Evidence has been found that secondary cigarette smoke can cause COPD in non-smoking bystanders. This has serious health and legal implications, as smokers could jeopardise the health of the non-smoking population.
In a number of occupations, including mining and industry, dust and exposure to welding gases and fumes have been associated with the development of COPD. Enforcement of protective measures in the workplace, including wearing masks and monitoring levels of dust and toxic fumes, have minimised and in some cases abolished the danger of industrial exposure.

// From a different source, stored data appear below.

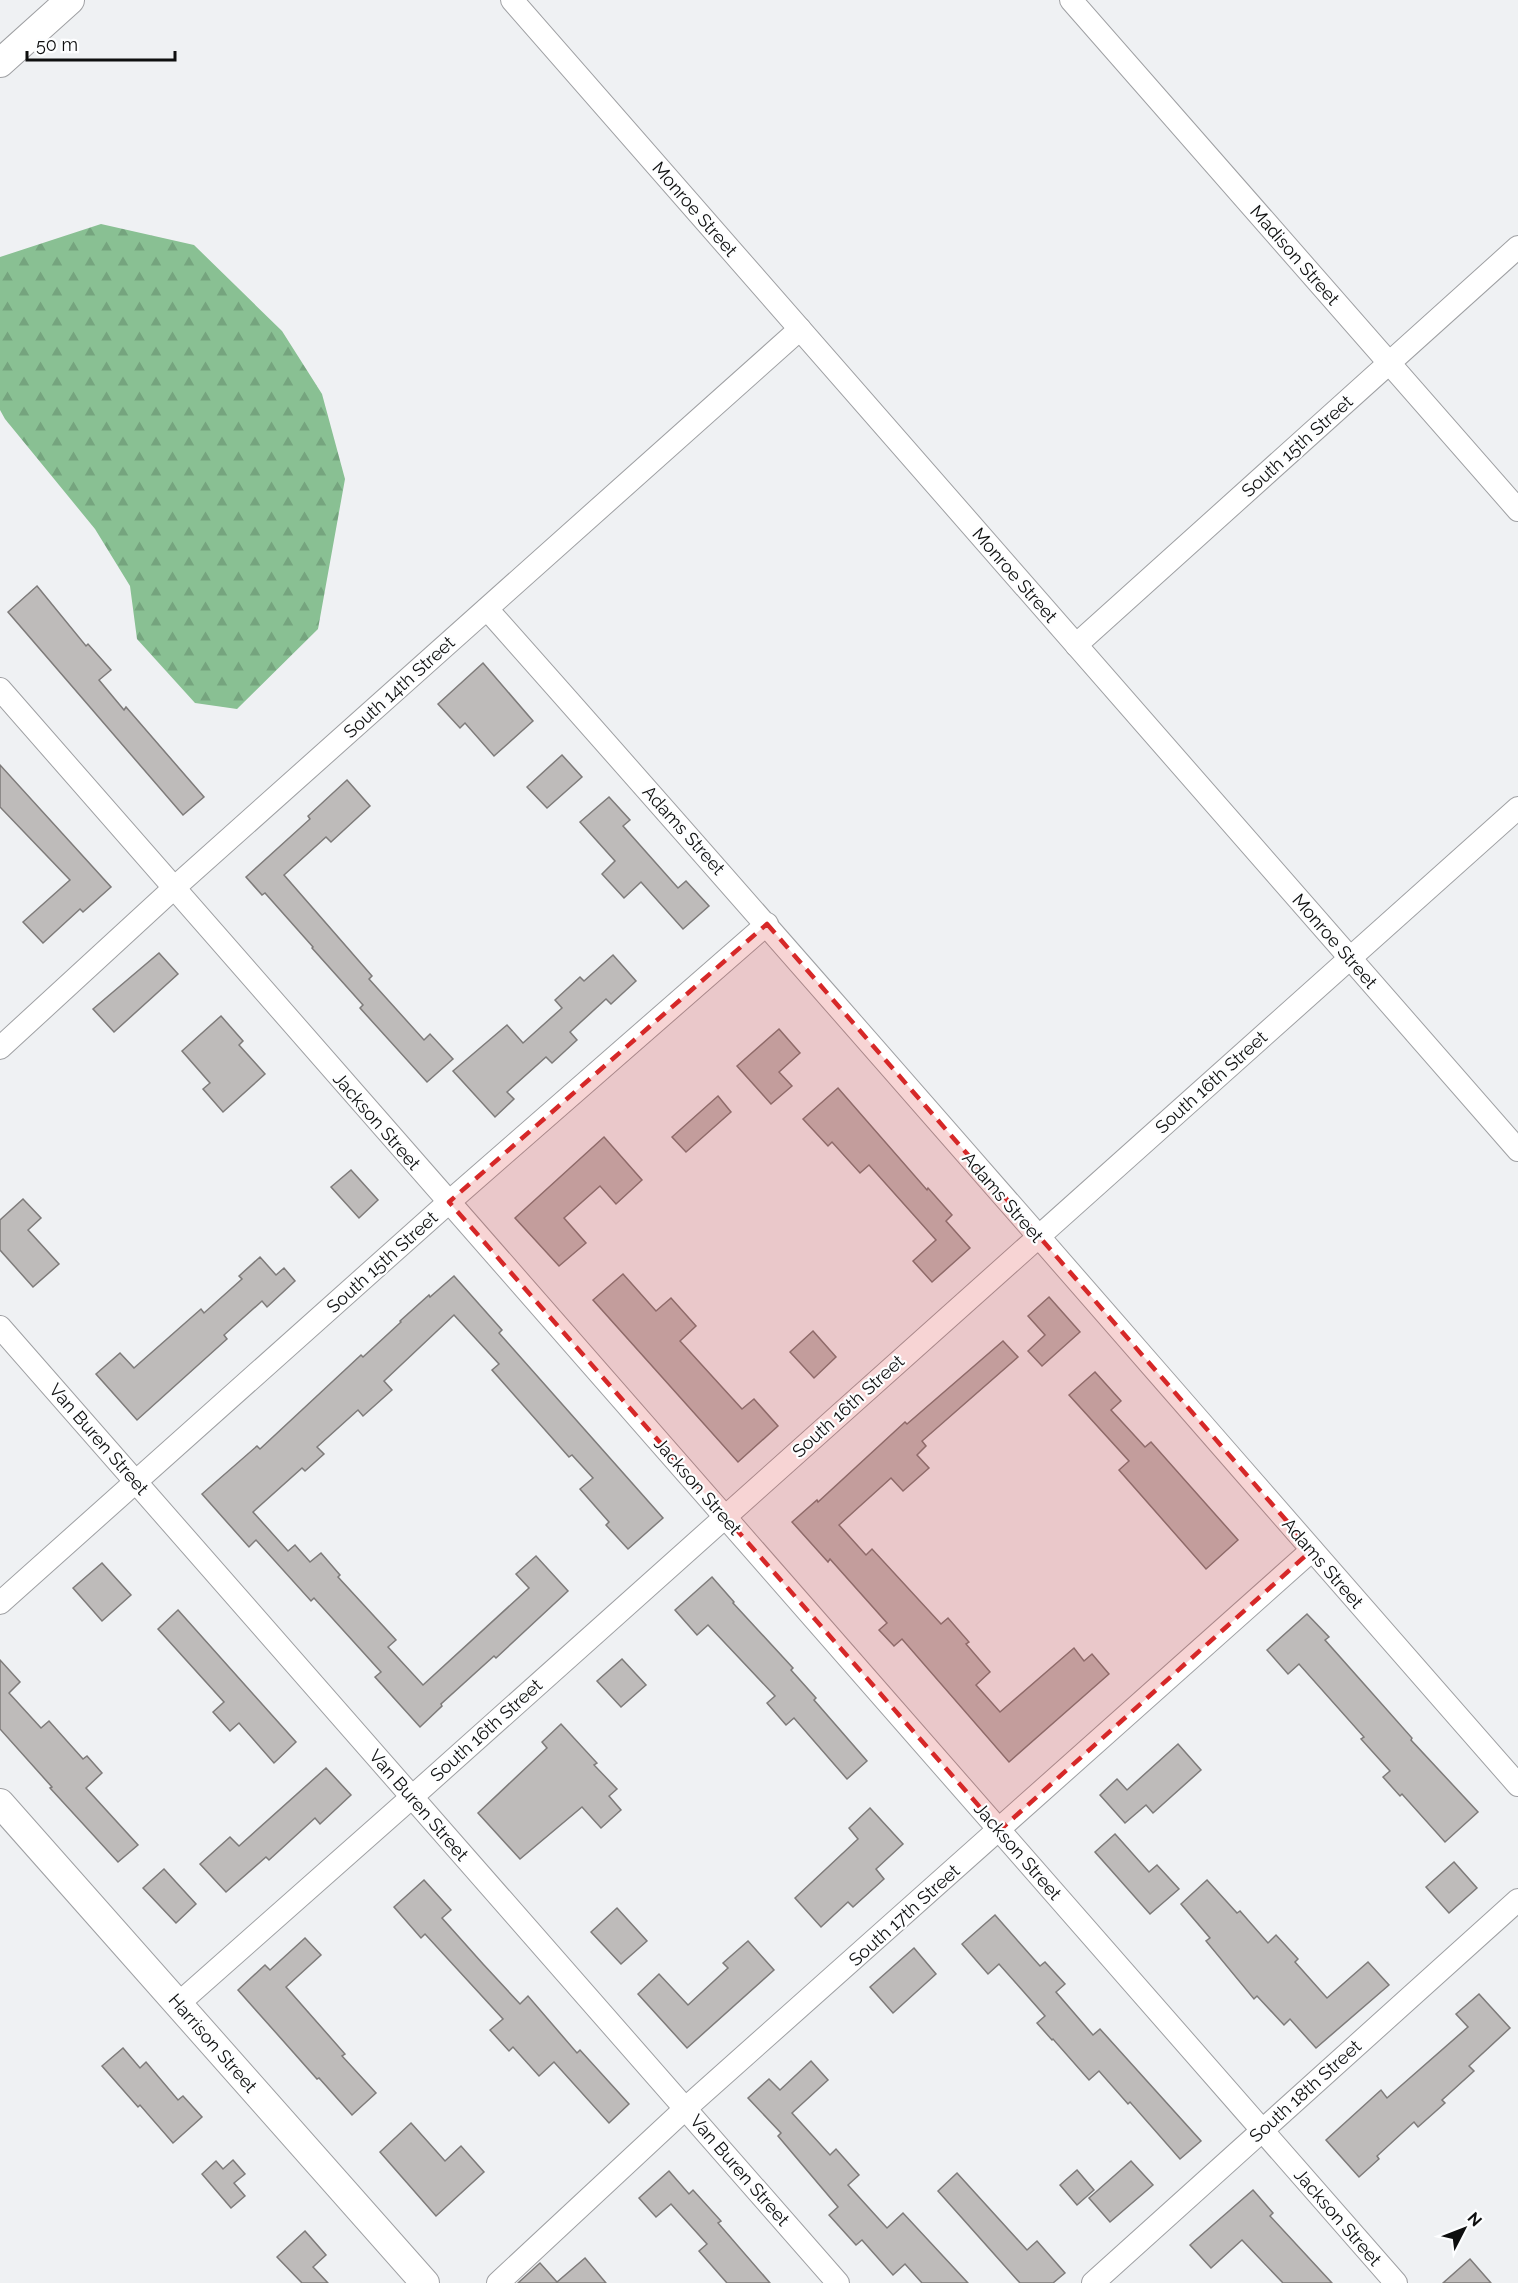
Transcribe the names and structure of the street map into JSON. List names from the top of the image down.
{
  "streets": {
    "street": [
      "Monroe Street",
      "Madison Street",
      "South 15th Street",
      "South 14th Street",
      "Adams Street",
      "South 16th Street",
      "Jackson Street",
      "Van Buren Street",
      "South 17th Street",
      "Harrison Street",
      "South 18th Street"
    ]
  },
  "crossings": [
    ["Monroe Street", "South 15th Street"],
    ["Monroe Street", "South 14th Street"],
    ["Monroe Street", "South 16th Street"],
    ["Madison Street", "South 15th Street"],
    ["South 15th Street", "Adams Street"],
    ["South 15th Street", "Jackson Street"],
    ["South 15th Street", "Van Buren Street"],
    ["South 14th Street", "Adams Street"],
    ["South 14th Street", "Jackson Street"],
    ["Adams Street", "South 16th Street"],
    ["Adams Street", "South 17th Street"],
    ["South 16th Street", "Jackson Street"],
    ["South 16th Street", "Van Buren Street"],
    ["South 16th Street", "Harrison Street"],
    ["Jackson Street", "South 17th Street"],
    ["Jackson Street", "South 18th Street"],
    ["Van Buren Street", "South 17th Street"]
  ],
  "scale_bar": "50 m",
  "north": "top right"
}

Low socio-economic status is a risk factor for the development of COPD due to the high prevalence of other risk factors, including secondary cigarette smoke exposure, particularly in childhood; and tuberculosis, which tends to occur in deprived communities. Good evidence has been found that tuberculosis (TB), particularly recurrent episodes of the disease, leads to the development of COPD in up to 30% of patients in developing countries. Additional risk factors in disadvantaged communities include the indoor burning of biomass fuels and a tendency to recurrent chest infections, which in their own right cause further damage to the bronchial walls and contribute to the onset of COPD. In these communities, children of parents who smoke are at a proven disadvantage, as recurrent chest infections and impaired lung growth predispose these unfortunate individuals to early development of COPD.
The fact that many industrial workers and miners smoke and contract tuberculosis serves as one example of how combinations of risk factors contribute through a final common pathway of airway inflammation to create an accumulative burden for causing COPD.

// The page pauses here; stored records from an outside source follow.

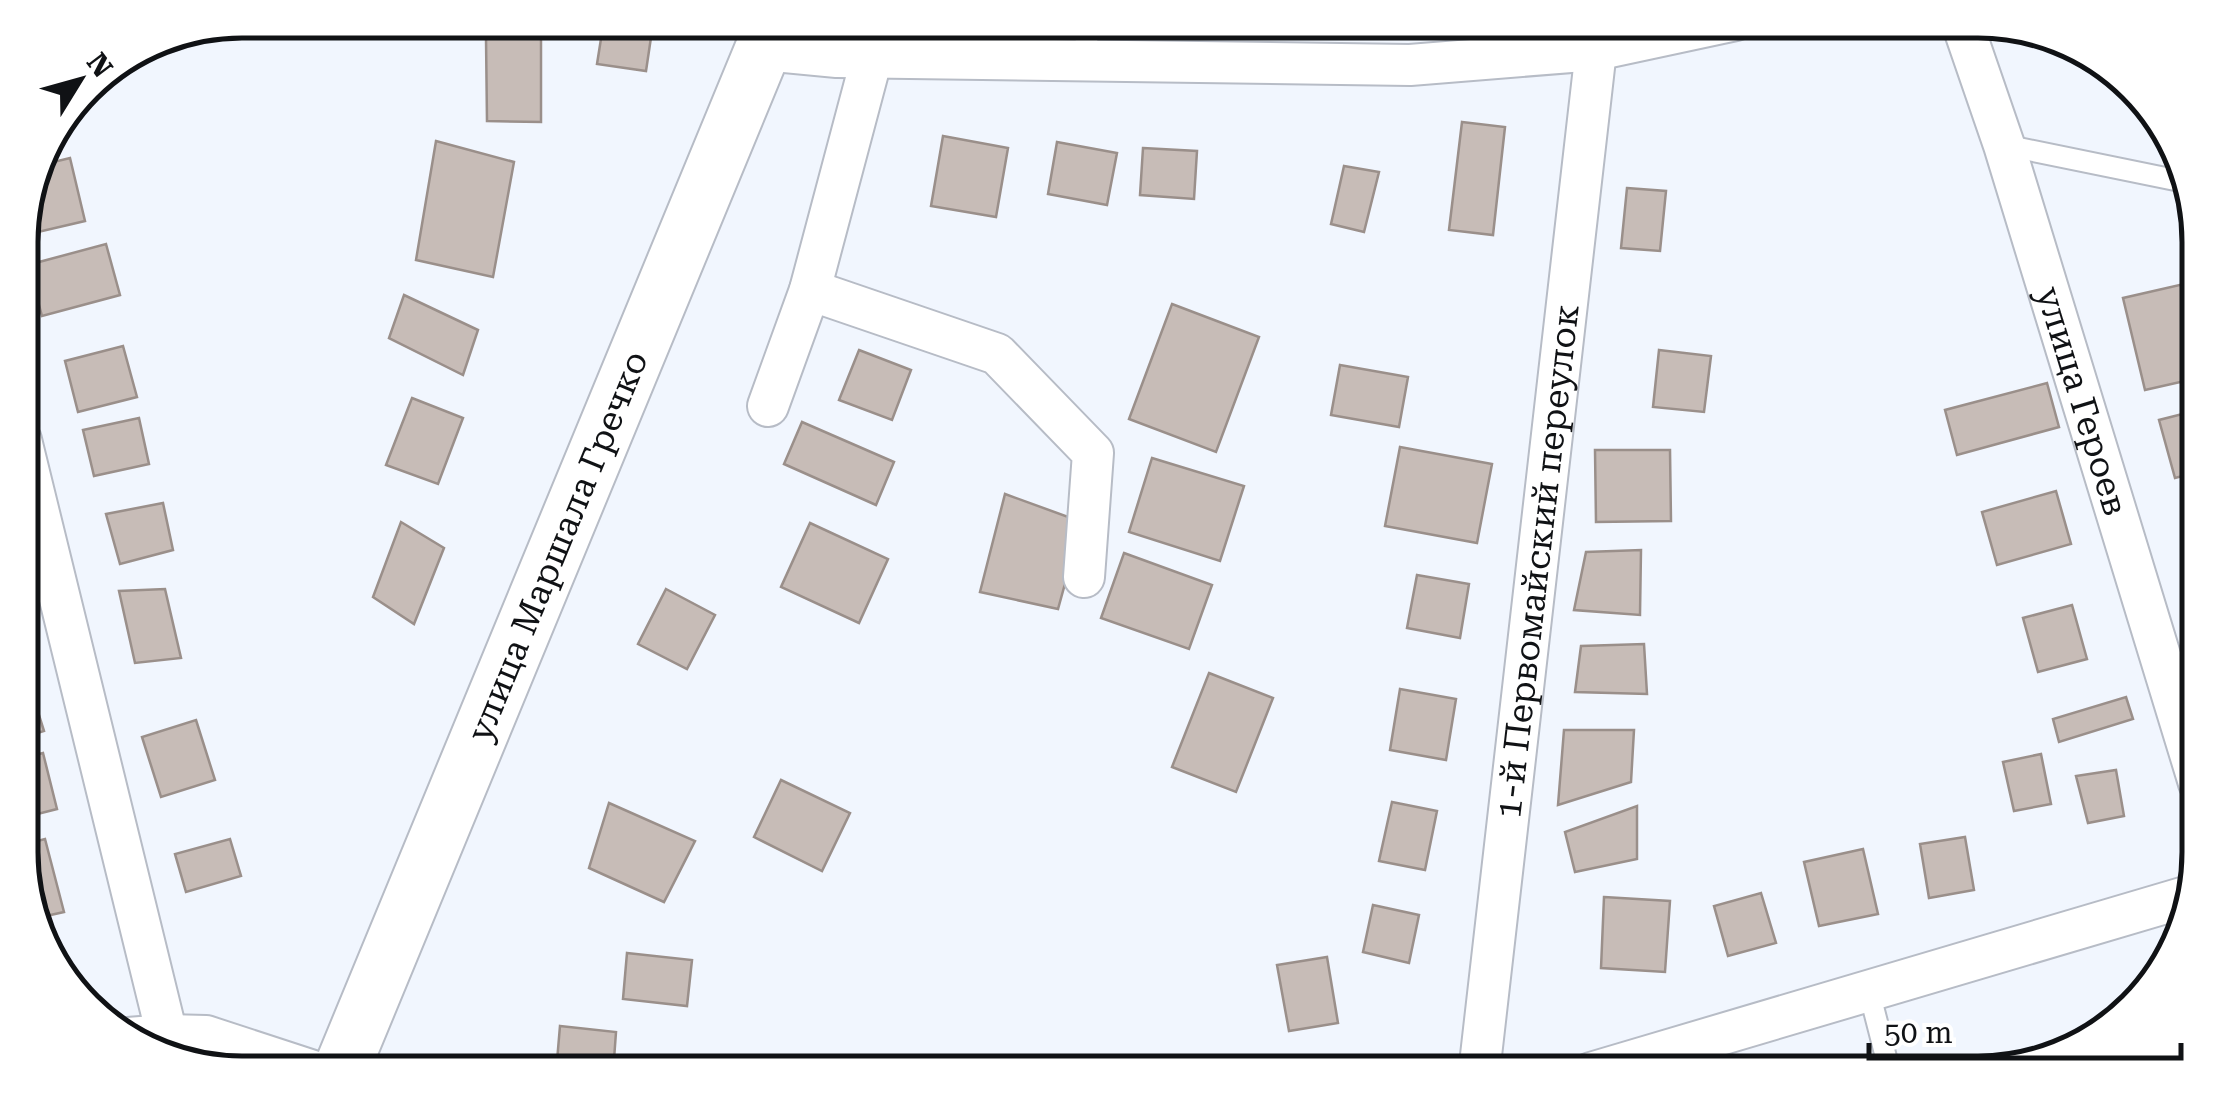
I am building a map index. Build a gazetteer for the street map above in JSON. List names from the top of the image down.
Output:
{
  "streets": {
    "main road": ["улица Маршала Гречко"],
    "street": ["улица Героев", "1-й Первомайский переулок"]
  },
  "scale_bar": "50 m",
  "north": "top right"
}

It should be evident that as long as these risk factors prevail in communities, the disease prevalence will continue its upward spiral and continue to be a major burden on national and personal health budgets.
Asthmatics and COPD
Young asthmatics who smoke or who are exposed to noxious agents in the workplace tend to have an early onset of COPD. A common mistake, however, is to label wheezy COPD patients as asthmatics. Asthma is a disease that tends to have its onset in the teens or early adulthood, is usually associated with hay fever and is caused by readily definable antigens that induce attacks of airway obstruction. (For the sake of specific treatment, the attending physician has to make a decision of where asthma ends and COPD starts). Treatment and prognosis for asthma is completely different to that for COPD, with a favourable response to treatment in asthmatics and less so in COPD patients.